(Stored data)
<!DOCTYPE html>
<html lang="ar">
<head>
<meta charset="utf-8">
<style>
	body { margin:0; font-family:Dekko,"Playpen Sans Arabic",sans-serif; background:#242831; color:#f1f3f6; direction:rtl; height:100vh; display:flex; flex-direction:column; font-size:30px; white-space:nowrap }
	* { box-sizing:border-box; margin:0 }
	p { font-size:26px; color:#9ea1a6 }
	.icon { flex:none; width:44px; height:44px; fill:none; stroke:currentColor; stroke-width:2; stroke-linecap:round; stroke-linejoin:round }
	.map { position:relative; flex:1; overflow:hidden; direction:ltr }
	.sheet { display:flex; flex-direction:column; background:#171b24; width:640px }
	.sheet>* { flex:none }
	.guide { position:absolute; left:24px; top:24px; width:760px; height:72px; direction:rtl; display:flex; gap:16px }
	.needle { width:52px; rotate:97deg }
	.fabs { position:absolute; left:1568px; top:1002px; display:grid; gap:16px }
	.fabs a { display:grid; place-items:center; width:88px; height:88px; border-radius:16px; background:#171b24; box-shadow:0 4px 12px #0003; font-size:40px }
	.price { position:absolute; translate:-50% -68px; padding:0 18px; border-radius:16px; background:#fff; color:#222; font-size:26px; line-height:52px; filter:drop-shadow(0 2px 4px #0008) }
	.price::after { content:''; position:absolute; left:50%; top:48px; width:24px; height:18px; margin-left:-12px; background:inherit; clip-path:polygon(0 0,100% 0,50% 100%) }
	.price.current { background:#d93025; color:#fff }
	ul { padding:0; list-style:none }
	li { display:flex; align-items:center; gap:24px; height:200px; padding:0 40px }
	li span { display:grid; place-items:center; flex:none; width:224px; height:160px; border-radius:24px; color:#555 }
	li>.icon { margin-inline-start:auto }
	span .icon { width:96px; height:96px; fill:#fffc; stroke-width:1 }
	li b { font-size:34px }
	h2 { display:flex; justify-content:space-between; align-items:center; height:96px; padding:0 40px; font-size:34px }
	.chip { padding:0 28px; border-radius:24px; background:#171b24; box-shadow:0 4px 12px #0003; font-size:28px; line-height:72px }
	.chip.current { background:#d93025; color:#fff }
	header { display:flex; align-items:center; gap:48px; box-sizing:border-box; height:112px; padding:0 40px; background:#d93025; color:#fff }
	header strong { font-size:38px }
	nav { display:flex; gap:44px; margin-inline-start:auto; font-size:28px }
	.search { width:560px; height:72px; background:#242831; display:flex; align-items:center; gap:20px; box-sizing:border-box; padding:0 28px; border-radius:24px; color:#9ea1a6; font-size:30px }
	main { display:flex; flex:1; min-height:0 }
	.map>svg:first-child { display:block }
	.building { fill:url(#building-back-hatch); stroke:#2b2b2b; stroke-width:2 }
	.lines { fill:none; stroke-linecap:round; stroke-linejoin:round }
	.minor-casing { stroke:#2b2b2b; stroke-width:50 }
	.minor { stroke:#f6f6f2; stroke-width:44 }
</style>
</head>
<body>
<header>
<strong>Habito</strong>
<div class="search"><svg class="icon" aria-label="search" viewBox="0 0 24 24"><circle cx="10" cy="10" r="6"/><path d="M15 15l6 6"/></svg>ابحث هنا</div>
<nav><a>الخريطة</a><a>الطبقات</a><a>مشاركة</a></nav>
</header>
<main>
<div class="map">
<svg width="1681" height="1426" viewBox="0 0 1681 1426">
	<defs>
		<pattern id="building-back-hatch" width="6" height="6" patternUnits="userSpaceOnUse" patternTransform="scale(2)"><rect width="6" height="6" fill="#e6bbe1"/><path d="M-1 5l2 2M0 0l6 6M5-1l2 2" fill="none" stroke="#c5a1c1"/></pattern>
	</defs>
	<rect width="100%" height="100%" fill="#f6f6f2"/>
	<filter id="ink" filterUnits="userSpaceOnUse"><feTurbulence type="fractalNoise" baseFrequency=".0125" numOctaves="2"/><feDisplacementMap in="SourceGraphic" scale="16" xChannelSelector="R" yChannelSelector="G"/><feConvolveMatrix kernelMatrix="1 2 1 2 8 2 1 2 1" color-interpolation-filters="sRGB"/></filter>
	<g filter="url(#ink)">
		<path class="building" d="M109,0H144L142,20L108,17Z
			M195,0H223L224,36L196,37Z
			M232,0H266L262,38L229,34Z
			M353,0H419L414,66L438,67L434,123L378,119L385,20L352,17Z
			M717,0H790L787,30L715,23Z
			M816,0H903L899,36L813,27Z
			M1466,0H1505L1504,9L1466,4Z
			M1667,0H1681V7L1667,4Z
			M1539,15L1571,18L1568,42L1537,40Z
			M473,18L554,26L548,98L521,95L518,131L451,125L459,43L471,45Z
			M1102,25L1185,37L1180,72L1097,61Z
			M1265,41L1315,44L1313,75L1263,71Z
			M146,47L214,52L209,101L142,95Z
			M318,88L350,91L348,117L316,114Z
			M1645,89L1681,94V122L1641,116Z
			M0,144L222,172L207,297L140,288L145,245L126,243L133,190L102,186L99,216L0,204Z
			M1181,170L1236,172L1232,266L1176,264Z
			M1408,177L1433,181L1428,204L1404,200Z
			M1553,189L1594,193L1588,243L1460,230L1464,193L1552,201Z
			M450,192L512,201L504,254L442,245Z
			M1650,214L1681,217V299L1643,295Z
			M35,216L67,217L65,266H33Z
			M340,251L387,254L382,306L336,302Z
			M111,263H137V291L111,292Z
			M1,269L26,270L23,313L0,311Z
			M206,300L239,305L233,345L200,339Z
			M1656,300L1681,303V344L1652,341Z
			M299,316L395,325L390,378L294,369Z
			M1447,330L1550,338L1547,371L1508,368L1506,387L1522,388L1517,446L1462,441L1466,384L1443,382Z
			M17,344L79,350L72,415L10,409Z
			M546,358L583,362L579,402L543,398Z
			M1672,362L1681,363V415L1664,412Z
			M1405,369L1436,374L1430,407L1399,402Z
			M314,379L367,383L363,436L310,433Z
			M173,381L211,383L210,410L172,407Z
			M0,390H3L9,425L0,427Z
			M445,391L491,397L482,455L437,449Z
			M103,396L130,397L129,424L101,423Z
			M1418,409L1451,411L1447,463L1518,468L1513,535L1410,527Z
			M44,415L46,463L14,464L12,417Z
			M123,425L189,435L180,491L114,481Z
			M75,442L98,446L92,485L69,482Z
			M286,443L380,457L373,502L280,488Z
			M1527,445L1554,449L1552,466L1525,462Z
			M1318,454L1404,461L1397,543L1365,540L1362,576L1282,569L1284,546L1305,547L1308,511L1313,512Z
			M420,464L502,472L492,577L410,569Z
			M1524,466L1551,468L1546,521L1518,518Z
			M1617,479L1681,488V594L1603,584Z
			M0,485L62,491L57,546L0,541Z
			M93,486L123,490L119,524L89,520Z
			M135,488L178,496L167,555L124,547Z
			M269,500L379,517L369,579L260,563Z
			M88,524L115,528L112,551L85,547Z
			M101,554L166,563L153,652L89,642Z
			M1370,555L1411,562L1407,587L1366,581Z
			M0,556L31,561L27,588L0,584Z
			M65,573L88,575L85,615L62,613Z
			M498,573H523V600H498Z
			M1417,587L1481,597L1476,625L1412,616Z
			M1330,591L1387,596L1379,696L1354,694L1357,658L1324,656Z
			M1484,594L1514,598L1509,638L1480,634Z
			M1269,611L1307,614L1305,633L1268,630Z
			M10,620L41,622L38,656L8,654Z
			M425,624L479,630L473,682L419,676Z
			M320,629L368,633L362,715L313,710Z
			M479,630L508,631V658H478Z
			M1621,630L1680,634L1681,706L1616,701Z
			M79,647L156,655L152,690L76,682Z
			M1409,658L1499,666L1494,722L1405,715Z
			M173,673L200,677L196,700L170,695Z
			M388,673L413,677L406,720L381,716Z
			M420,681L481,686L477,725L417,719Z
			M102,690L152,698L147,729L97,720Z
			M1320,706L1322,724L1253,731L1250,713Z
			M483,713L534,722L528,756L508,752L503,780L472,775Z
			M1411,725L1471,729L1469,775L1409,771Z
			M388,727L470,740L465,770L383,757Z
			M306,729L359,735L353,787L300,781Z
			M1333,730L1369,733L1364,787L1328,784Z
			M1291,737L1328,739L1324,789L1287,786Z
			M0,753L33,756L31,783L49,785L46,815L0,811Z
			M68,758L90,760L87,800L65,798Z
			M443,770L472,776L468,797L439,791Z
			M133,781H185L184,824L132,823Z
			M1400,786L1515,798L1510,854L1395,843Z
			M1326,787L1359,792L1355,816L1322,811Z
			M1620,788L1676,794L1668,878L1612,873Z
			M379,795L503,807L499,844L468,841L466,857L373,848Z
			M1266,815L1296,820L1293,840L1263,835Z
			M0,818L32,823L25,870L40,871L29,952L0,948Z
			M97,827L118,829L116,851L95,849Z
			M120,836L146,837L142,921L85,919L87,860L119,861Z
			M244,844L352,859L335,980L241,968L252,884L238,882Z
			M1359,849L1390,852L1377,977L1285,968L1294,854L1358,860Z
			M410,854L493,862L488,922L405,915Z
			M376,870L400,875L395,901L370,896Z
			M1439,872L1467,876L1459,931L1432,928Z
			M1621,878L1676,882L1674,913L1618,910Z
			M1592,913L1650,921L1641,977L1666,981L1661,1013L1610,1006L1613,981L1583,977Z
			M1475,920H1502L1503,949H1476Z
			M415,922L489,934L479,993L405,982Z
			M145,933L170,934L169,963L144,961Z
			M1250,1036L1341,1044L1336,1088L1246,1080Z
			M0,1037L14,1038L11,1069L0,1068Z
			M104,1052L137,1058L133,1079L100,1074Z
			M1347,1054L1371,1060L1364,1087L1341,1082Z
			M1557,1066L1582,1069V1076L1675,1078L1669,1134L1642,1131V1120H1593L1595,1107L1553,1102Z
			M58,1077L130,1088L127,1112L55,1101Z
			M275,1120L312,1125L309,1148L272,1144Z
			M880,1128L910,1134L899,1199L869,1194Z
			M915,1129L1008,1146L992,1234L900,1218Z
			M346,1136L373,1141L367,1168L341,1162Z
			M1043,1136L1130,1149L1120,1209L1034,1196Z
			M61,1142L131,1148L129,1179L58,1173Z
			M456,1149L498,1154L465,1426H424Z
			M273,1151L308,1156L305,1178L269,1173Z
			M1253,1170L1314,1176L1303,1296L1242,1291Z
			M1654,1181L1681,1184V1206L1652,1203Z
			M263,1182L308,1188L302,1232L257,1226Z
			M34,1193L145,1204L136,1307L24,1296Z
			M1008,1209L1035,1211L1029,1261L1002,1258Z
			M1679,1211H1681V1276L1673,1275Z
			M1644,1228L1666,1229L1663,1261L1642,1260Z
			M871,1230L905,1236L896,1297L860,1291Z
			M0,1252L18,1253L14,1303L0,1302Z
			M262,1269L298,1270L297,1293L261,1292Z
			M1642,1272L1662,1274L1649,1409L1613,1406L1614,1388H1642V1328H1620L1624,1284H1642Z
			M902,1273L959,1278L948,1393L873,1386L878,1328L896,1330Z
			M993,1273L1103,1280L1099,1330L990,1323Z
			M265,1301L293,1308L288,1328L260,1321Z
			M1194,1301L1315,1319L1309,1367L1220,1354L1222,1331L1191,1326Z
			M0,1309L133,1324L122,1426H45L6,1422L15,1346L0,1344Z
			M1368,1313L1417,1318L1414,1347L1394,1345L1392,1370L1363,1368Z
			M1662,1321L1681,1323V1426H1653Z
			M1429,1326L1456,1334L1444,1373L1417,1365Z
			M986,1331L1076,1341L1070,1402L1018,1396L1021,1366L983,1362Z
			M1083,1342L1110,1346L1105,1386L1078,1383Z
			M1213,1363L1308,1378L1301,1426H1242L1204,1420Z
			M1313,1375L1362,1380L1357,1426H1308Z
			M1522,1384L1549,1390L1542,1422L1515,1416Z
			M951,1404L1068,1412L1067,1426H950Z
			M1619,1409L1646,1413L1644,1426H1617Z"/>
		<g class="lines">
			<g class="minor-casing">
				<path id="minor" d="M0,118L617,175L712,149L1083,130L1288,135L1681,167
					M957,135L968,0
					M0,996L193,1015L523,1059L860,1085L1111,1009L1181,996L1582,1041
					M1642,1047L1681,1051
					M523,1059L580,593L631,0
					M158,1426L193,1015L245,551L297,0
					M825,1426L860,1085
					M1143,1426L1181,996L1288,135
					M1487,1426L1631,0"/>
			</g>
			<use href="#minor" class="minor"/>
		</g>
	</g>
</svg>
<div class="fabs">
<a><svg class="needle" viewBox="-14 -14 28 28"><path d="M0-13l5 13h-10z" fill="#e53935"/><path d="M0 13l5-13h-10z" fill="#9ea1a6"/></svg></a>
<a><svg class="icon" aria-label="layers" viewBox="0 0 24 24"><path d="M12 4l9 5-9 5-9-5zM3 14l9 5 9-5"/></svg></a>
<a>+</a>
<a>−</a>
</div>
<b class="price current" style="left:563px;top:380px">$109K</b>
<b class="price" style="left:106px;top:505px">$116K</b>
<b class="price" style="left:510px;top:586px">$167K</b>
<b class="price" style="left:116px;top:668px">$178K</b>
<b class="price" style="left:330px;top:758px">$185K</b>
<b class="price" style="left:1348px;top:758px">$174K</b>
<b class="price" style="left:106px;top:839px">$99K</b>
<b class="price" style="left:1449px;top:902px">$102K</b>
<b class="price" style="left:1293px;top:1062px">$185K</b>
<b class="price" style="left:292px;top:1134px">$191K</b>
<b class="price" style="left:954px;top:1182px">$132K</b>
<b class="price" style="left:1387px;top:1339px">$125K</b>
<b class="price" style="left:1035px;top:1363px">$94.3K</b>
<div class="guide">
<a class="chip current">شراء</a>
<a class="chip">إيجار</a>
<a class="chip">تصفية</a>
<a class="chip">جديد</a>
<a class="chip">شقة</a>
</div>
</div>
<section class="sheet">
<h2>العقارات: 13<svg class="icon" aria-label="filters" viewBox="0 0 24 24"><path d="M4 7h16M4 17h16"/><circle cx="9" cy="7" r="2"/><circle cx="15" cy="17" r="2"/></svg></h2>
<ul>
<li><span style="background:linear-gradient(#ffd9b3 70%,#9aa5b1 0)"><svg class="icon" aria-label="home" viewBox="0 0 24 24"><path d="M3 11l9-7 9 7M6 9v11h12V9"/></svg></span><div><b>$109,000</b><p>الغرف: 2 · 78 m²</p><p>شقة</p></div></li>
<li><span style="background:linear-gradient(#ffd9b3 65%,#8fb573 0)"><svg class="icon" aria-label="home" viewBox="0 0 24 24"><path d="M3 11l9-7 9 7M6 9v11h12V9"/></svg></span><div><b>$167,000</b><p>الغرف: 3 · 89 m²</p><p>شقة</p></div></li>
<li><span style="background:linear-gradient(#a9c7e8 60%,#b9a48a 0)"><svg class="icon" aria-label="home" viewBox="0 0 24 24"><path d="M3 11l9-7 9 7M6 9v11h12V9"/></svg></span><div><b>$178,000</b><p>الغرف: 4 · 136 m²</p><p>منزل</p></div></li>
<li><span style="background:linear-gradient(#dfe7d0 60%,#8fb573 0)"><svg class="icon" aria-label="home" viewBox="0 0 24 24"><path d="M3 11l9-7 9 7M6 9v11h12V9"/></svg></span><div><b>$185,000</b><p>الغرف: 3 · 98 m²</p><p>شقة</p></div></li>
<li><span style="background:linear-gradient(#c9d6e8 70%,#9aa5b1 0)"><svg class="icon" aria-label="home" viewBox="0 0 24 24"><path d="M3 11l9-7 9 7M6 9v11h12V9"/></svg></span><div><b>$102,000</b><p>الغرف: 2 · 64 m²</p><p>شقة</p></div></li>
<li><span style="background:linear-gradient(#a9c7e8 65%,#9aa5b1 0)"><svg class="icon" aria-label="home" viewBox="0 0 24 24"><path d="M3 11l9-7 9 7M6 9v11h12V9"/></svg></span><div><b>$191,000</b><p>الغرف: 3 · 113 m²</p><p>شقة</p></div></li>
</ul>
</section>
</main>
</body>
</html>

### What is needed:
Work out how many lines of the preceding data contain the word "fabs". Reply with that number only.

### Problem solution:
3